They kept us waiting but, one by one, members of his band Amnesia Express drifted absent-mindedly on to the stage. For 15 minutes only the bassist remembered to play then, gradually, the conga-player floated in still eating an apple; the drummer tried to finish his roll-up in time to welcome sax, flute, keyboards and, long-after, lead guitar. Then the beanpole figure of Gil Scott-Heron loped down the stairs.

"Hey, slow down," he croons. "Your life is coming soon." He looks several centuries older than his 49 years: hair tumbling in grizzled waves from a black leather cap, bones jutting out from his too-big grey suit, cheeks cadaverously gaunt. He is all angles, but his voice still slides smooth as sex.

A toothy, lop-sided grin takes up his whole face. This man is happy.
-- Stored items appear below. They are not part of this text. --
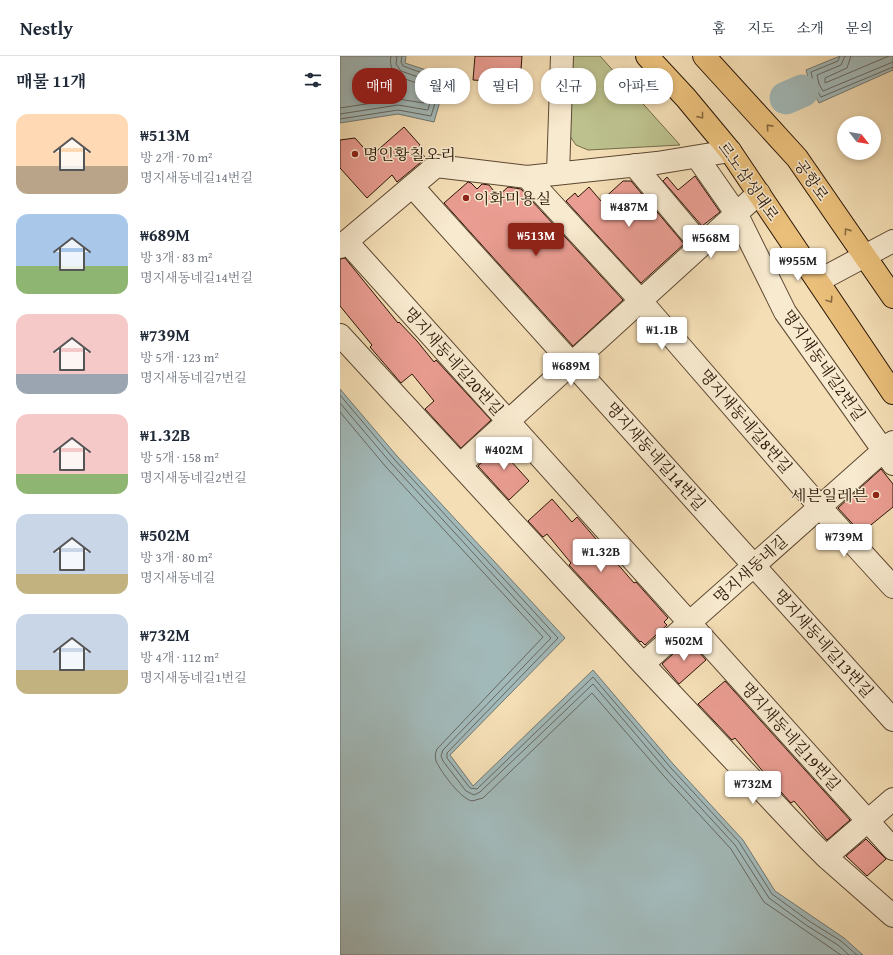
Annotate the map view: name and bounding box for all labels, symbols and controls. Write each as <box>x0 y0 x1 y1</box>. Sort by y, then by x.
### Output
text: Nestly <box>20 14 73 42</box>
text: 홈 <box>712 18 726 38</box>
text: 지도 <box>748 18 775 38</box>
text: 소개 <box>797 18 824 38</box>
text: 문의 <box>846 18 873 38</box>
text: 매물 11개 <box>16 68 87 93</box>
chip: 매매 <box>352 68 407 104</box>
chip: 월세 <box>415 68 470 104</box>
chip: 필터 <box>478 68 533 104</box>
chip: 신규 <box>541 68 596 104</box>
chip: 아파트 <box>604 68 673 104</box>
icon: filters <box>302 69 324 91</box>
one-way arrow <box>697 112 704 119</box>
north arrow <box>837 116 881 160</box>
map controls <box>837 116 881 160</box>
text: ₩513M <box>140 122 190 147</box>
one-way arrow <box>766 124 773 132</box>
icon: home <box>48 130 96 178</box>
street label: 르노삼성대로 <box>713 136 786 226</box>
place label: 명인황칠오리 <box>363 142 456 166</box>
text: 방 2개 · 70 m² <box>140 148 213 167</box>
marker: 명인황칠오리 <box>350 149 360 159</box>
street label: 공항로 <box>789 154 835 206</box>
text: 명지새동네길14번길 <box>140 168 253 187</box>
place label: 이화미용실 <box>474 186 551 210</box>
marker: 이화미용실 <box>461 193 471 203</box>
pin: ₩487M <box>601 194 657 228</box>
text: ₩487M <box>610 197 648 216</box>
text: ₩689M <box>140 222 190 247</box>
pin: ₩513M <box>508 223 564 257</box>
pin: ₩568M <box>683 225 739 259</box>
text: ₩513M <box>517 226 555 245</box>
text: ₩568M <box>692 228 730 247</box>
one-way arrow <box>845 228 852 235</box>
icon: home <box>48 230 96 278</box>
text: 방 3개 · 83 m² <box>140 248 213 267</box>
pin: ₩955M <box>770 248 826 282</box>
text: ₩955M <box>779 251 817 270</box>
text: 명지새동네길14번길 <box>140 268 253 287</box>
one-way arrow <box>825 295 832 302</box>
street label: 명지새동네길20번길 <box>399 301 509 421</box>
street label: 명지새동네길2번길 <box>776 304 872 426</box>
pin: ₩1.1B <box>634 317 690 351</box>
text: ₩1.1B <box>646 320 678 339</box>
text: ₩739M <box>140 322 190 347</box>
icon: home <box>48 330 96 378</box>
text: 방 5개 · 123 m² <box>140 348 219 367</box>
pin: ₩689M <box>543 353 599 387</box>
text: ₩689M <box>552 356 590 375</box>
street label: 명지새동네길8번길 <box>694 364 798 478</box>
text: 명지새동네길7번길 <box>140 368 247 387</box>
street label: 명지새동네길14번길 <box>601 396 711 516</box>
text: ₩1.32B <box>140 422 191 447</box>
icon: home <box>48 430 96 478</box>
pin: ₩402M <box>476 437 532 471</box>
text: ₩402M <box>485 440 523 459</box>
text: 방 5개 · 158 m² <box>140 448 219 467</box>
text: 명지새동네길2번길 <box>140 468 247 487</box>
place label: 세븐일레븐 <box>791 483 869 507</box>
marker: 세븐일레븐 <box>871 490 881 500</box>
text: ₩502M <box>140 522 190 547</box>
pin: ₩739M <box>816 524 872 558</box>
text: ₩739M <box>825 527 863 546</box>
street label: 명지새동네길 <box>708 529 792 609</box>
icon: home <box>48 530 96 578</box>
pin: ₩1.32B <box>568 539 634 573</box>
text: ₩1.32B <box>582 542 620 561</box>
text: 방 3개 · 80 m² <box>140 548 213 567</box>
text: 명지새동네길 <box>140 568 215 587</box>
street label: 명지새동네길13번길 <box>769 583 879 703</box>
text: ₩732M <box>140 622 190 647</box>
pin: ₩502M <box>656 628 712 662</box>
icon: home <box>48 630 96 678</box>
text: ₩502M <box>665 631 703 650</box>
text: 방 4개 · 112 m² <box>140 648 219 667</box>
text: 명지새동네길1번길 <box>140 668 247 687</box>
street label: 명지새동네길19번길 <box>736 676 846 796</box>
pin: ₩732M <box>725 771 781 805</box>
text: ₩732M <box>734 774 772 793</box>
He is done with setting the agenda and will take requests - such as the soaring, feel-better jazz anthem "Lady Day and John Coltrane" (to Billie Holiday and the great tenor saxophonist - "Ever feel you've lost your way... they'll wash your troubles away"). The audience is surprisingly white and smoochily inclined; they want "Winter in America". He obliges via a long ecological preamble based on an African folk-tale: "Wonder how summer's doing? We'll just assume that he will be back. Then winter decides to stay."

Gone are those consciousness-raising caustic directives of "Inner City Blues" or "The Revolution Will Not be Televised". He is in mellow mood. "You got to take care of somebody. Take hold of your life. You got to believe in your brother. Raise your hands if you believe in peace."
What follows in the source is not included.